Mumbai Becomes a Living Museum Once Again: DAG’s ‘The City as a Museum’ Returns for Edition Two

The city of Mumbai is once again turning into an open-air museum this March, as DAG Museums presents the second edition of The City as a Museum, Mumbai. The ongoing festival reimagines Mumbai as a living archive—where its streets, institutions, and histories become both venue and collaborator in a dynamic exploration of performance, art, community, and memory.

Spanning two weeks, the festival dives into the city’s layered relationship with artistic and social movements through performances, film screenings, heritage walks, workshops, and talks. This year’s edition foregrounds the intersections between art and public space, tracing how creative practices have shaped, resisted, and redefined Mumbai’s cultural life over decades.

The City as a Museum: Programmes

The festival opened with Sawal Jawab, a performance directed by Girish Datar and featuring Sukanya Gurav, that revisits the intertwined legacies of Tamasha, Lavani, and Shahiri—forms that historicized dissent and working-class expression in Maharashtra’s cultural fabric. A post-performance conversation with Tamasha historian Sandesh Bhandare further anchored this inquiry into how folk performance continues to bridge entertainment and critique.

Later, Saacha (The Loom) by Anjali Monteiro and K. P. Jayasankar drew audiences into the confluence of art, poetry, and labour rights.
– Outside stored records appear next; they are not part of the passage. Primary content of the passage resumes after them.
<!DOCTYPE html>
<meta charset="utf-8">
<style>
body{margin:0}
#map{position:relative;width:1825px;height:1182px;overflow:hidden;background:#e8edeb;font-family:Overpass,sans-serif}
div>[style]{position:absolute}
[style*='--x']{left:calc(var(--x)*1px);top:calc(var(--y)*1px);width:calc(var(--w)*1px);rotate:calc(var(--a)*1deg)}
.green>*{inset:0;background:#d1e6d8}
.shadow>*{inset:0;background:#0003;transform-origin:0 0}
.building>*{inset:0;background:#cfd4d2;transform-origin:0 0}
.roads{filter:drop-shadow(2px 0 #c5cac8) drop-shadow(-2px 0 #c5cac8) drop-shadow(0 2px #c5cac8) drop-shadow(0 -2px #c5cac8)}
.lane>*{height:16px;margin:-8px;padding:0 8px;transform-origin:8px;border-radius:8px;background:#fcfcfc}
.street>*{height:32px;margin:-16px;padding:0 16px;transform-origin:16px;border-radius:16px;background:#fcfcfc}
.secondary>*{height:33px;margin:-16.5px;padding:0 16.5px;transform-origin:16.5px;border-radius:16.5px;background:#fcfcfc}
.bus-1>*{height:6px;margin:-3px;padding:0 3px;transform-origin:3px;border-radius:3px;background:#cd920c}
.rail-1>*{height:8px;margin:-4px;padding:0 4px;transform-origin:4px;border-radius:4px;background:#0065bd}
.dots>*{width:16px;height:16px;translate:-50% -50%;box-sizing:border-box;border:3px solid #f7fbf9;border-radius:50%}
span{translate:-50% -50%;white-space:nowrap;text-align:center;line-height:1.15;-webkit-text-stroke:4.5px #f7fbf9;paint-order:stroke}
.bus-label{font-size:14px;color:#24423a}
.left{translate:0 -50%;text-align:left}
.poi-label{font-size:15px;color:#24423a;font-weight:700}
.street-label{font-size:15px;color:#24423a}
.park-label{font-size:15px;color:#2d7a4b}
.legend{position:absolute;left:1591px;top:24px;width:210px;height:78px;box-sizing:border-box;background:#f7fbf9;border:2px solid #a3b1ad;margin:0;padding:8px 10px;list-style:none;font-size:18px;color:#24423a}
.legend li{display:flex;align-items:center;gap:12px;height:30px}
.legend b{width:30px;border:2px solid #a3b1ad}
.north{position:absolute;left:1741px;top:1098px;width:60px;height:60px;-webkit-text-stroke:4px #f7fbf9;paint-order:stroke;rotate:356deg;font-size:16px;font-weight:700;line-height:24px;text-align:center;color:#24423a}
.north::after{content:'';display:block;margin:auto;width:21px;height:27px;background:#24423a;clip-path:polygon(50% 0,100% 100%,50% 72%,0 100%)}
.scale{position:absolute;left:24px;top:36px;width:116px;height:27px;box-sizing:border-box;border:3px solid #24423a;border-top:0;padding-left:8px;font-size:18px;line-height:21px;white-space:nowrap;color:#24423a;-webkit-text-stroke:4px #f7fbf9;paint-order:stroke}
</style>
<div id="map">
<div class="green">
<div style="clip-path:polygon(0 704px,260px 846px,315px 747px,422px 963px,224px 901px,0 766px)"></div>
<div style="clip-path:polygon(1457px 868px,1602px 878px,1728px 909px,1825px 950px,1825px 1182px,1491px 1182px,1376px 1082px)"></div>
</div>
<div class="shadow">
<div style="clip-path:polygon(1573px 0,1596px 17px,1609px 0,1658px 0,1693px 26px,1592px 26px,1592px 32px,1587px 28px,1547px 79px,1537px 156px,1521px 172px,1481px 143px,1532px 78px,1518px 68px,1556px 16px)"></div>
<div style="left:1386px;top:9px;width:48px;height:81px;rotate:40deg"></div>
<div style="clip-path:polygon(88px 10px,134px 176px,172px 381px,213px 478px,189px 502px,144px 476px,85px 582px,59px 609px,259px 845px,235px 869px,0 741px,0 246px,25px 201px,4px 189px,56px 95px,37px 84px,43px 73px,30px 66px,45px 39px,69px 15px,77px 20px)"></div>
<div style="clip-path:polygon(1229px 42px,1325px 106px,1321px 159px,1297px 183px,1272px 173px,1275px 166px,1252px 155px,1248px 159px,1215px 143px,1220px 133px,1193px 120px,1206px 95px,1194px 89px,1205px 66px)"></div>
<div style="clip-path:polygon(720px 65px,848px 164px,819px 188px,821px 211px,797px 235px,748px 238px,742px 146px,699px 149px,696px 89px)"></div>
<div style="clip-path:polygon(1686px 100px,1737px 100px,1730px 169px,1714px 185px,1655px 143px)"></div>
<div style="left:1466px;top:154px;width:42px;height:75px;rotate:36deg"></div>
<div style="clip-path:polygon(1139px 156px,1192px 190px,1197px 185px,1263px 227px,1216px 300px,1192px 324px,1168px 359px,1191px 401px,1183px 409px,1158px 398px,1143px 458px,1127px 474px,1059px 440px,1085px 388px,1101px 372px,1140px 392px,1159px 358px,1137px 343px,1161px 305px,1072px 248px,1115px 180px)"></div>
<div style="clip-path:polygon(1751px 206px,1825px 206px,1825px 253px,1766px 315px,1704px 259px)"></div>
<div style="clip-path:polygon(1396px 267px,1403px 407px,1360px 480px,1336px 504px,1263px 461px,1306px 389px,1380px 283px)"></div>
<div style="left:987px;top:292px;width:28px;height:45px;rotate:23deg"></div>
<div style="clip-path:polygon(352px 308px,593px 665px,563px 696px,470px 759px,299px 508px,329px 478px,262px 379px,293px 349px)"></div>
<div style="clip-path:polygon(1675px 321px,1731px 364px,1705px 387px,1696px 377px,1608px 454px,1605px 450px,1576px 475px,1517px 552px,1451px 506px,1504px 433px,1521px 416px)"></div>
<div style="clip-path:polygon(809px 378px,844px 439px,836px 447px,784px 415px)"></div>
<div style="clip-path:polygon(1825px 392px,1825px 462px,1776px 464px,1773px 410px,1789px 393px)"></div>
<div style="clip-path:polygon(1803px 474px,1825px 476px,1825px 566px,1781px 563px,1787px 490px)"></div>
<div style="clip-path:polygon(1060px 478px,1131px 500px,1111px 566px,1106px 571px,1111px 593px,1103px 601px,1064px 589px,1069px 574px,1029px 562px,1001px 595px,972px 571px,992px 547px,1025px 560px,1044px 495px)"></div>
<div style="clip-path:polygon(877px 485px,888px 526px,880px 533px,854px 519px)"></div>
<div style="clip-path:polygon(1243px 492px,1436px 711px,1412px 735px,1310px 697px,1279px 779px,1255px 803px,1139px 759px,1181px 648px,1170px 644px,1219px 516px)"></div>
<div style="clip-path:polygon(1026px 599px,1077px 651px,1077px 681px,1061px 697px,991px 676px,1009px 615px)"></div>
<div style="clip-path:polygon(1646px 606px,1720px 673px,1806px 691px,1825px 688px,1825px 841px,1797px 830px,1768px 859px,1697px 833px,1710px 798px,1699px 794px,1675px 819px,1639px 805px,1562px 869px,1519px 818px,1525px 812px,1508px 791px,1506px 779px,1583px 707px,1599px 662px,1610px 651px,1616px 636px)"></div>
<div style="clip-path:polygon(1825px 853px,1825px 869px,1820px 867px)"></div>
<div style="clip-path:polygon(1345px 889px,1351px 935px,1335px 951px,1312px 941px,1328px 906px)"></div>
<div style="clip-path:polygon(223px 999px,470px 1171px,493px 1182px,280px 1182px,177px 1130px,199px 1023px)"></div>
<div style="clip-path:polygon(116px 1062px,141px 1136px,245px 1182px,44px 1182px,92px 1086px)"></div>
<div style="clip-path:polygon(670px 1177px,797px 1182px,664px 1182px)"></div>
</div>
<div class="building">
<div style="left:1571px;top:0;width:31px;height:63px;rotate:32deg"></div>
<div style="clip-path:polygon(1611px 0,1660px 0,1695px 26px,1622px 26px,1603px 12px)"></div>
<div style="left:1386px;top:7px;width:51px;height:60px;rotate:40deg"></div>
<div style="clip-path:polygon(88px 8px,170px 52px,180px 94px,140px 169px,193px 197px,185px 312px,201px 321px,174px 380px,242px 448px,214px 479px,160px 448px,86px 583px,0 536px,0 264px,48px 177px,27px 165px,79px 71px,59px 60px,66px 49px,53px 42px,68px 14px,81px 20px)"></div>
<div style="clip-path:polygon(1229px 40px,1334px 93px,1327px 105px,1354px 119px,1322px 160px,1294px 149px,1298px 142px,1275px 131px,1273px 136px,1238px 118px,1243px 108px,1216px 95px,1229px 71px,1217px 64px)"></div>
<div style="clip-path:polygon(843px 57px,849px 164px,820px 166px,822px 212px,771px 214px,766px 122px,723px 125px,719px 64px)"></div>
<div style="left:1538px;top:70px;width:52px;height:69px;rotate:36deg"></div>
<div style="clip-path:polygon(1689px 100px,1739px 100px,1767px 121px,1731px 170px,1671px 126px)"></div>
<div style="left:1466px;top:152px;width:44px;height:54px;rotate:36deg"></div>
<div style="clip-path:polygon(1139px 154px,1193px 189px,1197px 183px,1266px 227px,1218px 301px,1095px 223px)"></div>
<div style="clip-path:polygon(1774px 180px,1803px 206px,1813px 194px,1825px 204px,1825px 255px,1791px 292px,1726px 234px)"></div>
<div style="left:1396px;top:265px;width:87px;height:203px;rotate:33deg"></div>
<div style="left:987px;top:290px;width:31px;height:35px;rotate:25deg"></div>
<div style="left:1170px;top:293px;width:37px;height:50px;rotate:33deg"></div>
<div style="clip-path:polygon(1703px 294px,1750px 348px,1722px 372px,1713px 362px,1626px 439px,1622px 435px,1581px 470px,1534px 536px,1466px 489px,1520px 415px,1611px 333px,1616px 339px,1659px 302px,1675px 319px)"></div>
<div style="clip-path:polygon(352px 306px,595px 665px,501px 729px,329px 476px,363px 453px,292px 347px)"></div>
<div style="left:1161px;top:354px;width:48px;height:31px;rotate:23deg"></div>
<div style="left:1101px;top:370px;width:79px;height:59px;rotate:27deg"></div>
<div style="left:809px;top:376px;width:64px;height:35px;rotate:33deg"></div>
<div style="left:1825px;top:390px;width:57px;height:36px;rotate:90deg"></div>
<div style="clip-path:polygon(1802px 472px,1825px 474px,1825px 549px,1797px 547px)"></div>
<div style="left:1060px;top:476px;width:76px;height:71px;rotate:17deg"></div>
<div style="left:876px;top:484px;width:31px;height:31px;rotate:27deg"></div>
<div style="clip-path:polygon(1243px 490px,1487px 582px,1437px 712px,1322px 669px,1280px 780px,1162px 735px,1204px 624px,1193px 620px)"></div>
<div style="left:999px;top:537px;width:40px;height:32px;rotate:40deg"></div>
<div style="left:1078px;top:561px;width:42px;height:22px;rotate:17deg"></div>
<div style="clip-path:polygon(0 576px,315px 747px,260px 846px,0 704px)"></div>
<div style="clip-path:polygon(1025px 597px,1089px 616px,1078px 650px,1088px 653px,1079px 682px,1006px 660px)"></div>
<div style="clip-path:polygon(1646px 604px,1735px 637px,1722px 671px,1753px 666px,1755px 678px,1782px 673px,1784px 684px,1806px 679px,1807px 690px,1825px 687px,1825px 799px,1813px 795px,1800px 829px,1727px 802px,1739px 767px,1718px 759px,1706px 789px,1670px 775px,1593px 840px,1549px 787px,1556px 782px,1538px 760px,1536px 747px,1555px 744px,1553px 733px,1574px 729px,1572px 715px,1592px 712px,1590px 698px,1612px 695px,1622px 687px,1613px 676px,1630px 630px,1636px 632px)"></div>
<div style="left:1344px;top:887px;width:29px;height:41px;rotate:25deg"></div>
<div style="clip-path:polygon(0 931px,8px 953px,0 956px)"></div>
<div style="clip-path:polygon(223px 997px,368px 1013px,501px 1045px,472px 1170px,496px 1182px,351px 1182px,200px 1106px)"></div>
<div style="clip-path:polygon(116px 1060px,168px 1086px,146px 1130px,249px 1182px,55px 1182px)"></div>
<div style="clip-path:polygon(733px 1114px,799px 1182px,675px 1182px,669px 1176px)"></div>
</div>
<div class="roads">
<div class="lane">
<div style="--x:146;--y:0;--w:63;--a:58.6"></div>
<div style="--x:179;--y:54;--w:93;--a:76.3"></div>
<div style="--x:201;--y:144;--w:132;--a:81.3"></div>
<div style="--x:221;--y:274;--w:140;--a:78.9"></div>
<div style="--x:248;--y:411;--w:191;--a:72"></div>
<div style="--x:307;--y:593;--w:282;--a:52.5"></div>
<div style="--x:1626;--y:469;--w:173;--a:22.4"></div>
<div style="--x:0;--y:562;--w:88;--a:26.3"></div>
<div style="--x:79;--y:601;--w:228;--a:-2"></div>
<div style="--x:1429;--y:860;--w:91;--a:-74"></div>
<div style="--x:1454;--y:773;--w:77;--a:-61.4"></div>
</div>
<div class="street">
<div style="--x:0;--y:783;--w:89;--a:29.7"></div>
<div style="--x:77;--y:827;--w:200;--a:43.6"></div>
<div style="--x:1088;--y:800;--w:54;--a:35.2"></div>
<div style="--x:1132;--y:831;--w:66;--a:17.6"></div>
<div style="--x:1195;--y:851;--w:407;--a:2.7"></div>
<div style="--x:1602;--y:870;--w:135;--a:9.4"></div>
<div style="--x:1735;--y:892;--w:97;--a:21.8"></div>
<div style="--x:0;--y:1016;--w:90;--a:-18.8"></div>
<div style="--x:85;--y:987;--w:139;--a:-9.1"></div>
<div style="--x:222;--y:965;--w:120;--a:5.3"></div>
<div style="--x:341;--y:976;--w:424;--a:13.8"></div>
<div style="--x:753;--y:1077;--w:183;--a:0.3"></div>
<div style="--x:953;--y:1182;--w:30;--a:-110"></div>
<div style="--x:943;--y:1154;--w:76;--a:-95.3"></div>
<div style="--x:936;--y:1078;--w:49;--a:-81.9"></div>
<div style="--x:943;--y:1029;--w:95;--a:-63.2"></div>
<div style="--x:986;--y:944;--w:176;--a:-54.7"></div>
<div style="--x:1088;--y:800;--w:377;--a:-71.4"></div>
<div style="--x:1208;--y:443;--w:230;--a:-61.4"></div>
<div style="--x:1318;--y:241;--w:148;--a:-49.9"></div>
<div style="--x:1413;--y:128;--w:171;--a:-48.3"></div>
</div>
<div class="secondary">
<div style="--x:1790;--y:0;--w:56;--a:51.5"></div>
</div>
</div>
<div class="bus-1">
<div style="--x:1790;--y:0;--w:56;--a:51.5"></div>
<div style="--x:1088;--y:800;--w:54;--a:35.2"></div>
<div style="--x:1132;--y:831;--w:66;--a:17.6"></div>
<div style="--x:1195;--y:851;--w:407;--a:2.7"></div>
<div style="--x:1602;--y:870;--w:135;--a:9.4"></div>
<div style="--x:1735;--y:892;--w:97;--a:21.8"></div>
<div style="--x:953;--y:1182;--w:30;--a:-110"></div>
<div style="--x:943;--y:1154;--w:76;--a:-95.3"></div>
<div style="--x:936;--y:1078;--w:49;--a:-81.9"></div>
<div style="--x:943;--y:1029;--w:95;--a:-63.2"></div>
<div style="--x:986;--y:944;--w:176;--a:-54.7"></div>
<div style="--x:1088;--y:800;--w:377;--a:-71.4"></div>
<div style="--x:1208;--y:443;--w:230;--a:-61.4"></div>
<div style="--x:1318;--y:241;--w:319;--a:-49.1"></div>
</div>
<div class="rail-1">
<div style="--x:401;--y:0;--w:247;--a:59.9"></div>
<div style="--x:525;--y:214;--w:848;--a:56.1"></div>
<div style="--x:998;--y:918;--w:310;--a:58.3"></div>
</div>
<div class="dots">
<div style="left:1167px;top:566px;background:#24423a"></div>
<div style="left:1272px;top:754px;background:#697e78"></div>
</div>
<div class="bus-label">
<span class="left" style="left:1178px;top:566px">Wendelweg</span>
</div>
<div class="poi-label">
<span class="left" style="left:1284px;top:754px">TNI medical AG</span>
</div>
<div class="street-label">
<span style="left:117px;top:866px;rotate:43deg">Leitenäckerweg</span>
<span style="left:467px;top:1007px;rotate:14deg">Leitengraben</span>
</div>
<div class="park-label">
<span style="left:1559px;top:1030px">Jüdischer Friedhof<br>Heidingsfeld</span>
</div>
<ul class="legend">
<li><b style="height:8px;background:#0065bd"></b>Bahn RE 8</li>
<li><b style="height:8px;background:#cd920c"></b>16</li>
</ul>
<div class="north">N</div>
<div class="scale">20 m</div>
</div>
Featuring painter Sudhir Patwardhan and poet Narayan Surve, the film reflects on post-industrial Mumbai and the textile workers’ movement, with discussions focusing on the evolution of collective media practice and the ethics of archiving.

Among the upcoming highlights is Caste in Caricature at Siddhartha College Library—once built around B. R. Ambedkar’s own collection, where author Unnamati Syama Sundar and Professor Vijay Mohite will examine colonial-era depictions of Ambedkar, culminating in a stand-up performance by Ankur Tangade that blends satire with social commentary.

Next week, poetry takes centre stage in the Kala Ghoda precinct with Bombay Poetry Crawl’s walking tour celebrating the Clearing House collective—featuring legacies of Arun Kolatkar, Gieve Patel, Adil Jussawalla, and others—followed by a talk by poet Jerry Pinto at the David Sassoon Library.

Nature and faith also find a place in this unfolding city-as-exhibition: at the Bombay Natural History Society, journalist Vrushal Pendharkar explores the illustrated archives of Carl D’Silva, while Faith in Form at Our Lady of Salvation Church in Dadar brings together architect Nondita Correa Mehrotra and poet-curator Ranjit Hoskote to reflect on Charles Correa’s sacred modernism and artworks by M. F. Husain and Anjolie Ela Menon.

The festival’s closing stretch includes a guided tour of the Kanheri Caves led by archaeologist Suraj A. Pandit, revealing Mumbai’s ancient Buddhist history, and The Citizen-Artist at Kamla Raheja Vidyanidhi Institute, where artist Navjot and curator Nancy Adajania revisit the socially engaged art practices of Altaf and Navjot in the 1970s and ’80s.

As the festival continues through March 16, The City as a Museum reaffirms DAG’s commitment to showing how art, activism, and everyday life intersect in Mumbai, inviting residents to not just view the city’s heritage, but to inhabit it with renewed awareness.